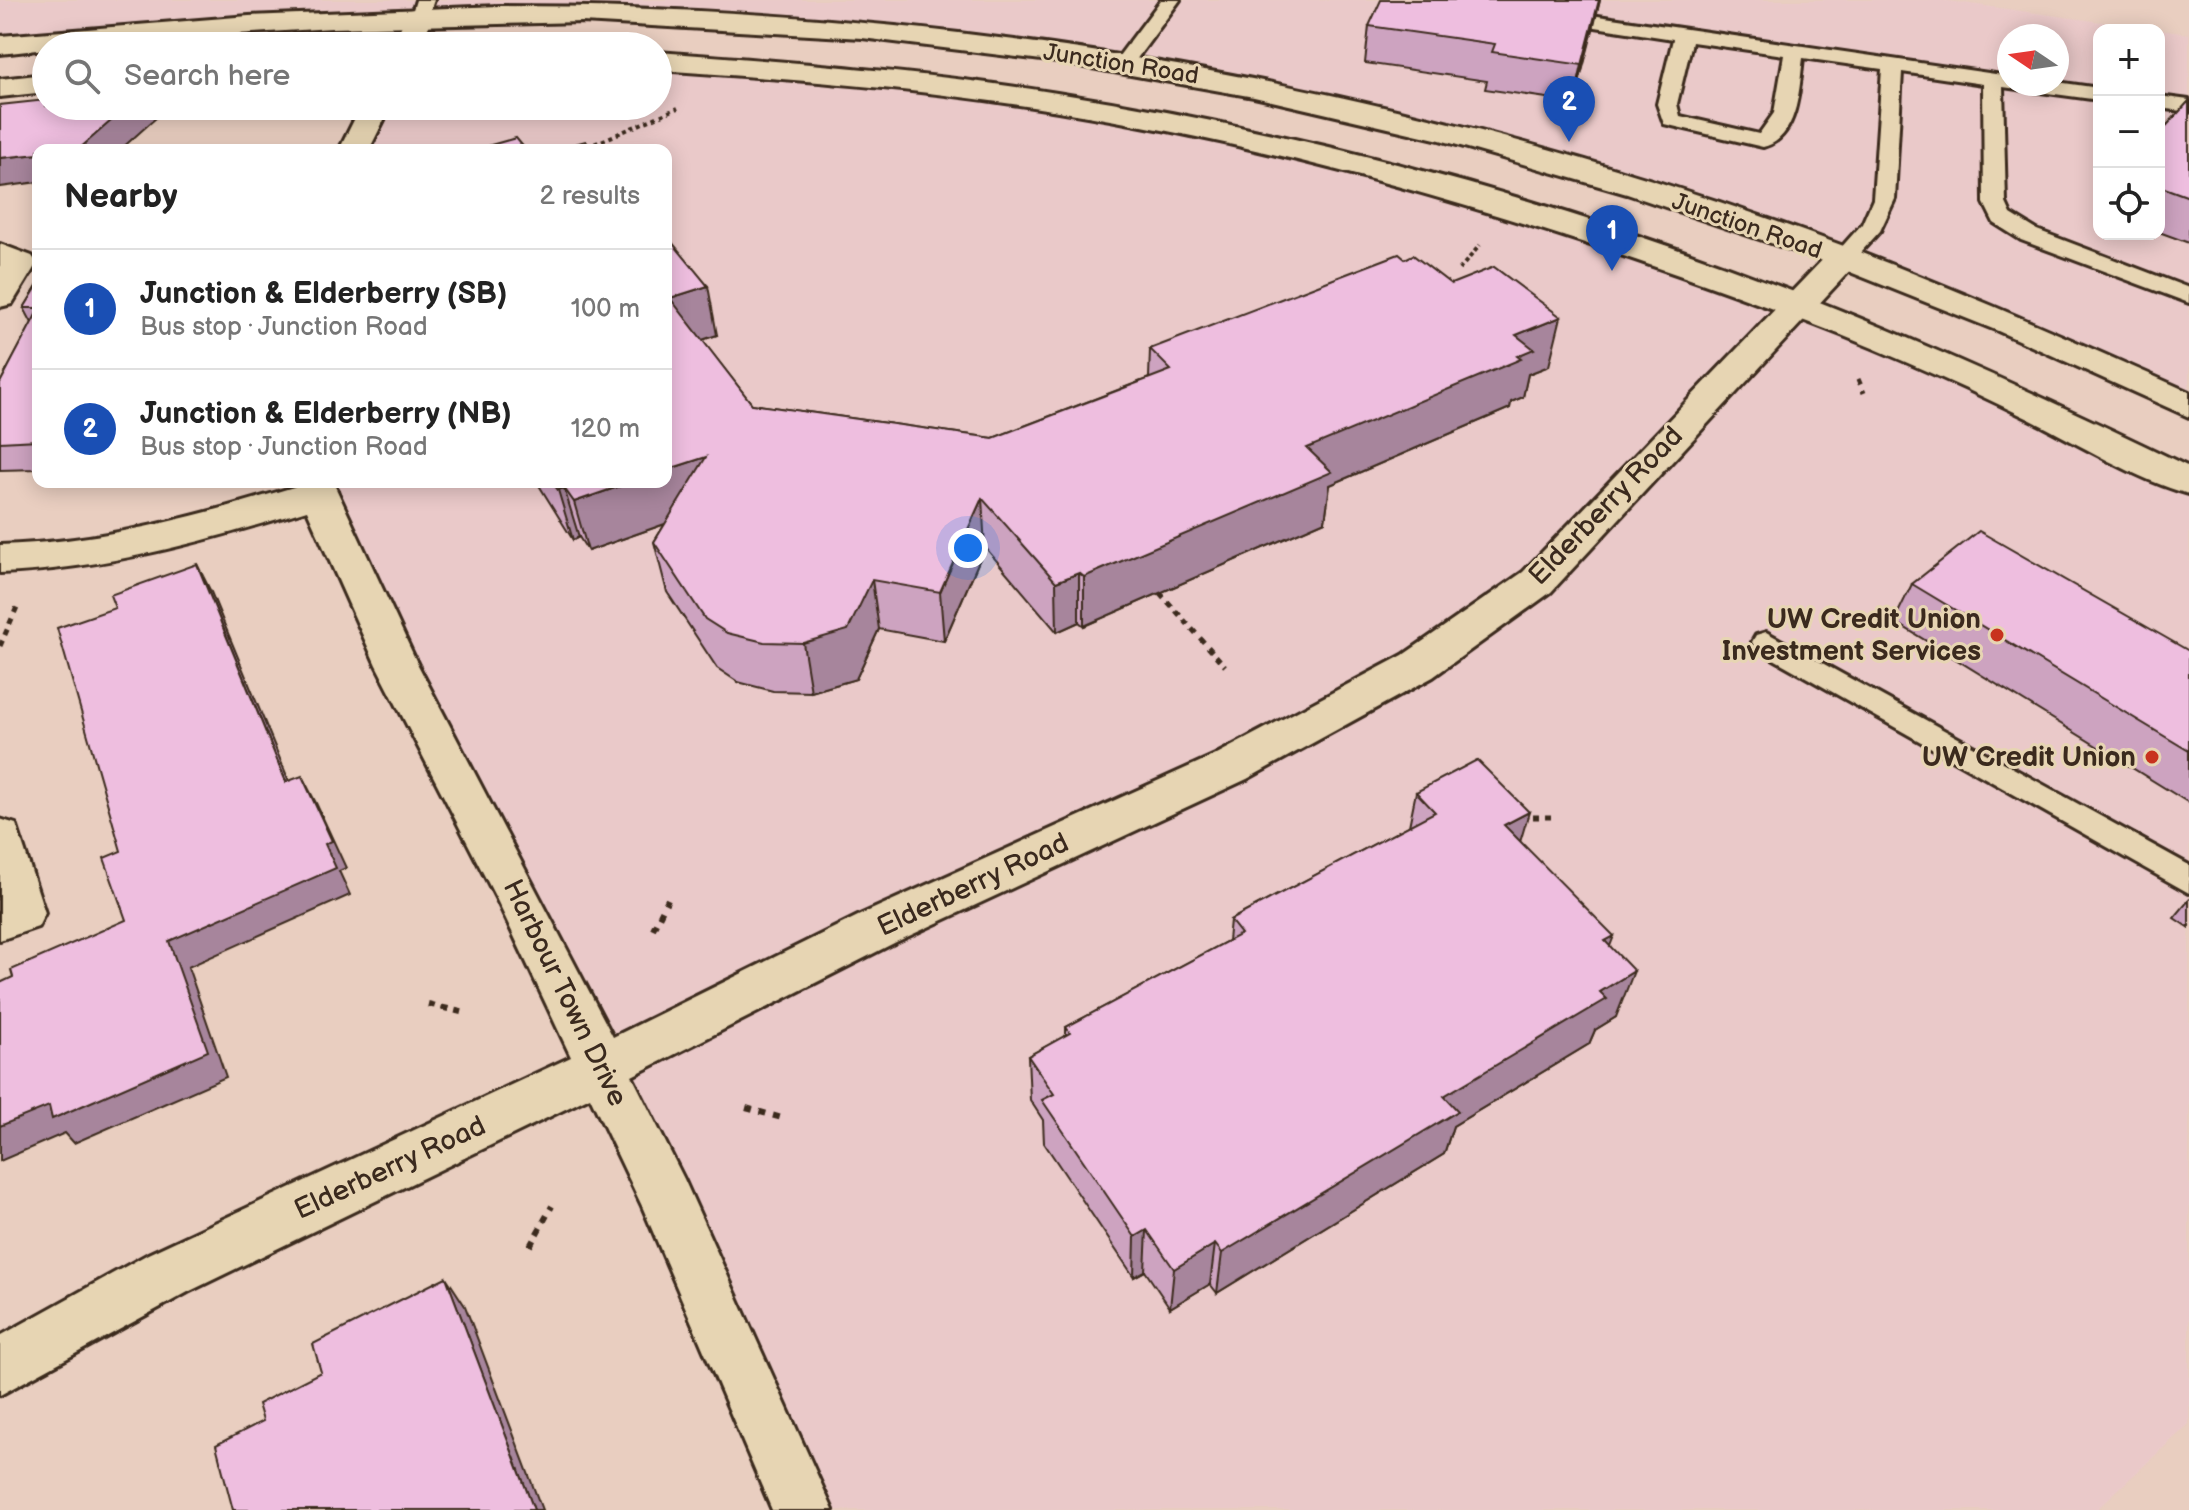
<!DOCTYPE html>
<meta charset="utf-8">
<style>
body{margin:0;font-family:"Balsamiq Sans",sans-serif;background:#f2f2f2;color:#222}
.controls{position:absolute;right:24px;top:24px;display:grid;overflow:hidden;border-radius:16px;box-shadow:0 4px 20px #0003}
.controls button{width:72px;height:72px;display:grid;place-items:center;padding:0;border:0;border-bottom:2px solid #e0e0e0;background:#fff;color:#222;font:40px sans-serif}
.compass{position:absolute;left:1997px;top:24px;width:72px;height:72px;border-radius:50%;background:#fff;box-shadow:0 4px 20px #0003;rotate:283deg}
.you{position:absolute;left:968px;top:548px;width:28px;height:28px;margin:-20px;border:6px solid #fff;border-radius:50%;background:#1a73e8;box-shadow:0 0 0 12px #1a73e833}
.badge{display:grid;place-items:center;width:52px;height:52px;border-radius:50%;background:#111827;color:#fff;font-size:26px;font-weight:700}
.pin{position:absolute;translate:-50% -66px;filter:drop-shadow(0 2px 4px #0008)}
.pin::after{content:'';position:absolute;top:42px;width:28px;height:24px;background:inherit;clip-path:polygon(0 0,100% 0,50% 100%)}
.list{margin:0;padding:0;list-style:none}
h2{display:flex;justify-content:space-between;align-items:center;height:104px;margin:0;padding:0 32px;font-size:34px}
h2 small{font-size:26px;font-weight:400;color:#767676}
.list li{display:grid;grid-template-columns:52px 1fr auto;gap:24px;align-items:center;box-sizing:border-box;height:120px;padding:0 32px;border-top:2px solid #e0e0e0}
.list b{display:block;font-size:30px;white-space:nowrap}
.list p{margin:0;font-size:26px;white-space:nowrap;color:#767676}
.list em{font-size:26px;font-style:normal;color:#767676}
.icon{flex:none;width:44px;height:44px;fill:none;stroke:currentColor;stroke-width:2;stroke-linecap:round;stroke-linejoin:round}
.map{position:relative;flex:none;width:2189px;height:1510px;overflow:hidden}
.search{position:absolute;background:#fff;box-shadow:0 4px 20px #0003;left:32px;top:32px;width:640px;height:88px;display:flex;align-items:center;gap:20px;box-sizing:border-box;padding:0 28px;border-radius:44px;color:#767676;font-size:30px}
.panel{position:absolute;background:#fff;box-shadow:0 4px 20px #0003;left:32px;top:144px;width:640px;height:344px;border-radius:16px}
.map>svg:first-child{display:block}
.built{fill:#eac9c9;fill-rule:evenodd}
.lines{fill:none;stroke-linecap:round;stroke-linejoin:round}
.service-casing{stroke:#3b2a1e;stroke-width:6}
.minor-casing{stroke:#3b2a1e;stroke-width:6}
.tertiary-casing{stroke:#3b2a1e;stroke-width:6}
.path-far2{stroke:#3b2a1e;stroke-width:4;stroke-dasharray:4 4;stroke-linecap:butt}
.path-far1{stroke:#3b2a1e;stroke-width:5;stroke-dasharray:6 6;stroke-linecap:butt}
.path{stroke:#3b2a1e;stroke-width:6;stroke-dasharray:7 7;stroke-linecap:butt}
.service{fill:#e7d5b3;fill-rule:evenodd}
.minor{fill:#e7d5b3;fill-rule:evenodd}
.tertiary{fill:#e7d5b3;fill-rule:evenodd}
.wall{fill:#cda3c0;stroke:#3b2a1e;stroke-width:2}
.shaded-wall{fill:#a7859c;stroke:#3b2a1e;stroke-width:2}
.building{fill:#eebedf;stroke:#3b2a1e;stroke-width:2}
.poi-dot{fill:#c8321e;stroke:#e7d5b3;stroke-width:3}
.labels{text-anchor:middle;dominant-baseline:central;stroke-width:6;stroke-linejoin:round;paint-order:stroke}
.far-street-label{font-size:24px;fill:#3b2a1e;stroke:#e7d5b3}
.street-label{font-size:28px;fill:#3b2a1e;stroke:#e7d5b3}
.poi-label{font-size:28px;font-weight:bold;fill:#3b2a1e;stroke:#e7d5b3;text-anchor:end}
</style>
<div class="map">
<svg width="2189" height="1510" viewBox="0 0 2189 1510">
<rect width="100%" height="100%" fill="#e9cec0"/>
<filter id="ink" filterUnits="userSpaceOnUse"><feTurbulence type="fractalNoise" baseFrequency=".0125" numOctaves="2"/><feDisplacementMap in="SourceGraphic" scale="16" xChannelSelector="R" yChannelSelector="G"/><feConvolveMatrix kernelMatrix="1 2 1 2 8 2 1 2 1" color-interpolation-filters="sRGB"/></filter>
<g filter="url(#ink)">
<g class="built">
<path d="M 0,0 L 1941,0 L 2159,30 L 2099,30 L 2099,234 L 2159,234 L 2159,30 L 2189,34 L 2189,406 L 1931,293 L 1437,128 L 1014,47 L 564,15 L 0,45 ZM 2009,36 L 2057,36 L 2057,84 L 2009,84 Z"/>
<path d="M 658,61 L 756,67 L 1271,141 L 1711,274 L 2189,482 L 2189,1424 L 2096,1510 L 803,1510 L 314,482 L 666,482 L 666,150 L 354,150 L 376,106 L 658,106 Z"/>
</g>
<g class="lines">
<defs>
<g id="service">
<path d="M 416,0 L 434,0 L 427,20 L 413,20 L 411,16 Z"/>
<path d="M 1161,0 L 1180,0 L 1130,68 L 1116,68 L 1113,64 Z"/>
<path d="M 1557,10 L 2009,76 L 2009,84 L 2057,82 L 2099,88 L 2099,100 L 2003,87 L 2006,203 L 2011,214 L 2037,230 L 2189,288 L 2189,303 L 2021,240 L 1994,223 L 1984,203 L 1983,84 L 1902,72 L 1895,199 L 1880,231 L 1850,264 L 1834,264 L 1831,259 L 1862,224 L 1873,199 L 1882,69 L 1803,58 C 1799,87 1799,138 1763,147 L 1664,124 L 1657,104 L 1673,39 L 1550,20 L 1548,16 ZM 1692,42 L 1784,55 L 1774,113 L 1759,134 L 1680,116 L 1677,104 Z"/>
<path d="M 2159,96 L 2189,100 L 2189,112 L 2159,108 Z"/>
<path d="M 1766,632 L 2189,865 L 2189,893 L 1756,649 L 1752,642 L 1756,635 Z"/>
</g>
<g id="minor">
<path d="M 420,8 L 430,10 L 434,16 L 419,46 L 391,46 L 410,10 Z"/>
<path d="M 361,106 L 391,106 L 369,150 L 339,150 Z"/>
<path d="M 0,244 L 32,256 L 37,263 L 12,304 L 0,307 Z"/>
<path d="M 1842,249 L 1854,252 L 1859,259 L 1854,266 L 1551,592 L 1433,677 L 1247,779 L 896,942 L 632,1076 L 684,1179 L 833,1510 L 772,1510 L 642,1206 L 590,1097 L 188,1292 L 0,1395 L 0,1336 L 148,1254 L 571,1057 L 498,902 L 376,665 L 307,510 C 206,541 106,569 0,573 L 0,545 C 103,542 199,516 297,486 L 295,482 L 333,482 L 418,665 L 613,1037 L 862,914 L 1215,755 L 1403,655 L 1523,572 L 1830,252 Z"/>
<path d="M 0,819 L 16,824 L 45,913 L 38,927 L 0,940 Z"/>
</g>
<g id="tertiary">
<path d="M 499,6 C 954,6 1414,85 1841,245 C 1959,290 2074,340 2189,392 L 2189,417 L 1998,331 L 1815,258 L 1627,194 L 1440,140 L 1254,97 L 1058,62 L 862,38 L 582,22 L 332,28 L 46,46 L 46,49 L 0,54 L 0,36 L 249,16 Z"/>
<path d="M 658,52 C 792,62 925,72 1057,93 C 1323,135 1588,209 1837,309 C 1957,357 2073,411 2189,467 L 2189,494 C 2139,481 2077,443 2029,419 C 1948,379 1863,342 1778,311 C 1544,224 1305,151 1058,111 C 925,89 792,79 658,70 Z"/>
<path d="M 46,74 L 46,92 L 0,97 L 0,79 Z"/>
</g>
</defs>
<use href="#service" class="service-casing"/>
<use href="#minor" class="minor-casing"/>
<use href="#tertiary" class="tertiary-casing"/>
<g class="path-far2">
<path d="M 580,150 L 678,108"/>
<path d="M 1459,270 L 1480,245"/>
</g>
<g class="path-far1">
<path d="M 1858,379 L 1864,393"/>
<path d="M 1160,593 L 1225,666"/>
<path d="M 0,646 L 17,607"/>
<path d="M 1521,817 L 1552,817"/>
</g>
<g class="path">
<path d="M 653,929 L 668,899"/>
<path d="M 428,1004 L 465,1013"/>
<path d="M 746,1108 L 782,1118"/>
<path d="M 530,1246 L 552,1206"/>
</g>
<use href="#service" class="service"/>
<use href="#minor" class="minor"/>
<use href="#tertiary" class="tertiary"/>
</g>
<g class="wall">
<path d="M 1600,0 L 1574,102 L 1485,89 L 1487,81 L 1365,63 L 1369,26 Z"/>
<path d="M 2189,101 L 2189,243 L 2159,232 L 2159,134 Z"/>
<path d="M 666,235 L 717,335 L 702,340 L 752,404 L 993,438 L 1149,378 L 1150,349 L 1549,366 L 1528,374 L 1523,397 L 1511,402 L 1510,408 L 1330,485 L 1325,521 L 1084,626 L 1079,622 L 1057,632 L 985,547 L 944,641 L 879,629 L 856,679 L 811,692 L 773,691 L 738,682 L 717,668 L 667,592 L 654,542 L 665,524 L 588,551 L 579,537 L 573,540 L 537,482 L 666,482 Z"/>
<path d="M 38,285 L 38,469 L 0,470 L 0,383 L 32,323 L 24,308 Z"/>
<path d="M 1912,584 L 2189,651 L 2189,803 L 1894,621 Z"/>
<path d="M 1416,792 L 1520,842 L 1610,946 L 1616,1017 L 1595,1030 L 1589,1044 L 1453,1126 L 1444,1154 L 1217,1293 L 1210,1284 L 1170,1308 L 1145,1271 L 1134,1277 L 1044,1143 L 1043,1120 L 1030,1100 L 1028,1056 L 1066,1036 L 1066,1027 L 1228,941 L 1230,920 L 1409,826 Z"/>
<path d="M 2189,900 L 2189,928 L 2174,918 Z"/>
</g>
<g class="shaded-wall">
<path d="M 1600,0 L 1593,30 L 1574,102 L 1582,65 Z"/>
<path d="M 128,106 L 152,106 L 157,117 L 120,150 L 73,150 Z"/>
<path d="M 38,154 L 38,182 L 0,187 L 0,158 Z"/>
<path d="M 708,286 L 717,335 L 681,347 L 670,298 Z"/>
<path d="M 1561,317 L 1549,366 L 1528,374 L 1523,397 L 1511,402 L 1510,408 L 1330,485 L 1325,521 L 1084,626 L 1084,577 L 1307,448 L 1516,335 Z"/>
<path d="M 706,457 L 716,506 L 588,551 L 574,502 L 632,482 L 666,482 L 666,470 Z"/>
<path d="M 564,488 L 579,537 L 573,540 L 558,490 Z"/>
<path d="M 982,498 L 985,547 L 944,641 L 940,592 Z"/>
<path d="M 197,564 L 211,592 L 301,810 L 286,782 Z"/>
<path d="M 1079,573 L 1079,622 L 1057,632 L 1056,582 Z"/>
<path d="M 872,580 L 879,629 L 856,679 L 811,692 L 803,643 Z"/>
<path d="M 302,776 L 316,803 L 346,868 L 339,871 L 350,895 L 188,967 L 226,1077 L 74,1143 L 65,1133 L 0,1161 L 0,1126 L 169,941 L 325,844 Z"/>
<path d="M 1529,812 L 1515,859 L 1504,825 Z"/>
<path d="M 1614,936 L 1596,982 L 1605,941 Z"/>
<path d="M 1634,971 L 1616,1017 L 1595,1030 L 1589,1044 L 1453,1126 L 1444,1154 L 1217,1293 L 1222,1253 L 1444,1096 L 1600,992 Z"/>
<path d="M 1147,1230 L 1145,1271 L 1134,1277 L 1135,1237 Z"/>
<path d="M 1215,1244 L 1210,1284 L 1170,1308 L 1174,1269 Z"/>
<path d="M 446,1277 L 465,1306 L 542,1510 L 534,1510 Z"/>
</g>
<g class="building">
<path d="M 1381,0 L 1599,0 L 1582,65 L 1492,52 L 1495,44 L 1369,26 Z"/>
<path d="M 46,100 L 46,106 L 128,106 L 79,149 L 38,150 L 38,154 L 0,158 L 0,105 Z"/>
<path d="M 2189,101 L 2189,197 L 2159,186 L 2159,134 Z"/>
<path d="M 516,138 L 526,150 L 473,150 Z"/>
<path d="M 586,141 L 592,150 L 553,150 Z"/>
<path d="M 666,235 L 708,286 L 670,298 L 752,404 L 993,438 L 1171,370 L 1150,349 L 1399,254 L 1405,259 L 1413,255 L 1451,284 L 1494,267 L 1561,317 L 1516,335 L 1534,349 L 1517,356 L 1521,359 L 1307,448 L 1332,472 L 1084,577 L 1079,573 L 1056,582 L 982,498 L 940,592 L 872,580 L 848,630 L 803,643 L 764,642 L 727,633 L 705,619 L 654,542 L 706,457 L 666,470 Z"/>
<path d="M 38,285 L 38,308 L 24,308 Z"/>
<path d="M 38,311 L 38,440 L 0,442 L 0,383 Z"/>
<path d="M 552,482 L 632,482 L 574,502 L 564,488 L 558,490 Z"/>
<path d="M 1979,531 L 2189,651 L 2189,751 L 1912,584 Z"/>
<path d="M 197,564 L 286,782 L 302,776 L 332,841 L 325,844 L 336,868 L 169,941 L 208,1051 L 52,1119 L 49,1106 L 0,1126 L 0,983 L 13,977 L 11,970 L 126,920 L 104,858 L 121,851 L 57,628 L 115,608 L 110,595 Z"/>
<path d="M 1477,760 L 1529,812 L 1504,825 L 1614,936 L 1605,941 L 1634,971 L 1600,992 L 1607,999 L 1444,1096 L 1458,1111 L 1222,1253 L 1215,1244 L 1174,1269 L 1147,1230 L 1135,1237 L 1042,1100 L 1054,1094 L 1028,1056 L 1070,1033 L 1066,1027 L 1241,934 L 1230,920 L 1435,812 L 1416,792 Z"/>
<path d="M 446,1277 L 534,1510 L 233,1510 L 216,1445 L 263,1421 L 258,1404 L 321,1372 L 313,1344 Z"/>
</g>
</g>
<g class="poi-dot">
<circle cx="1997" cy="635" r="8"/>
<circle cx="2152" cy="757" r="8"/>
</g>
<g class="labels">
<g class="far-street-label">
<text transform="translate(1121 64) rotate(9)">Junction Road</text>
<text transform="translate(1747 226) rotate(19)">Junction Road</text>
</g>
<g class="street-label">
<text transform="translate(1606 506) rotate(-46)">Elderberry Road</text>
<text transform="translate(973 885) rotate(-25)">Elderberry Road</text>
<text transform="translate(565 993) rotate(64)">Harbour Town Drive</text>
<text transform="translate(390 1168) rotate(-25)">Elderberry Road</text>
</g>
<g class="poi-label">
<text x="1981" y="619">UW Credit Union<tspan x="1981" dy="32">Investment Services</tspan></text>
<text x="2136" y="757">UW Credit Union</text>
</g>
</g>
</svg>
<div class="controls">
<button>+</button>
<button>−</button>
<button><svg class="icon" aria-label="locate" viewBox="0 0 24 24"><circle cx="12" cy="12" r="6"/><path d="M12 2v4M12 18v4M2 12h4M18 12h4"/></svg></button>
</div>
<svg class="compass" viewBox="-18 -18 36 36"><path d="M0-13l5 13h-10z" fill="#e53935"/><path d="M0 13l5-13h-10z" fill="#767676"/></svg>
<div class="you"></div>
<div class="pin badge" style="left:1612px;top:271px;background:#1a4fb4">1</div>
<div class="pin badge" style="left:1569px;top:142px;background:#1a4fb4">2</div>
<div class="search"><svg class="icon" aria-label="search" viewBox="0 0 24 24"><circle cx="10" cy="10" r="6"/><path d="M15 15l6 6"/></svg>Search here</div>
<section class="panel">
<h2>Nearby<small>2 results</small></h2>
<ul class="list">
<li><span class="badge" style="background:#1a4fb4">1</span><div><b>Junction &amp; Elderberry (SB)</b><p>Bus stop · Junction Road</p></div><em>100 m</em></li>
<li><span class="badge" style="background:#1a4fb4">2</span><div><b>Junction &amp; Elderberry (NB)</b><p>Bus stop · Junction Road</p></div><em>120 m</em></li>
</ul>
</section>
</div>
========================================================================
- Instructions for the task -
Scan the records above. Return every line with "margin" in it.

- Solved problem -
body{margin:0;font-family:"Balsamiq Sans",sans-serif;background:#f2f2f2;color:#222}
.you{position:absolute;left:968px;top:548px;width:28px;height:28px;margin:-20px;border:6px solid #fff;border-radius:50%;background:#1a73e8;box-shadow:0 0 0 12px #1a73e833}
.list{margin:0;padding:0;list-style:none}
h2{display:flex;justify-content:space-between;align-items:center;height:104px;margin:0;padding:0 32px;font-size:34px}
.list p{margin:0;font-size:26px;white-space:nowrap;color:#767676}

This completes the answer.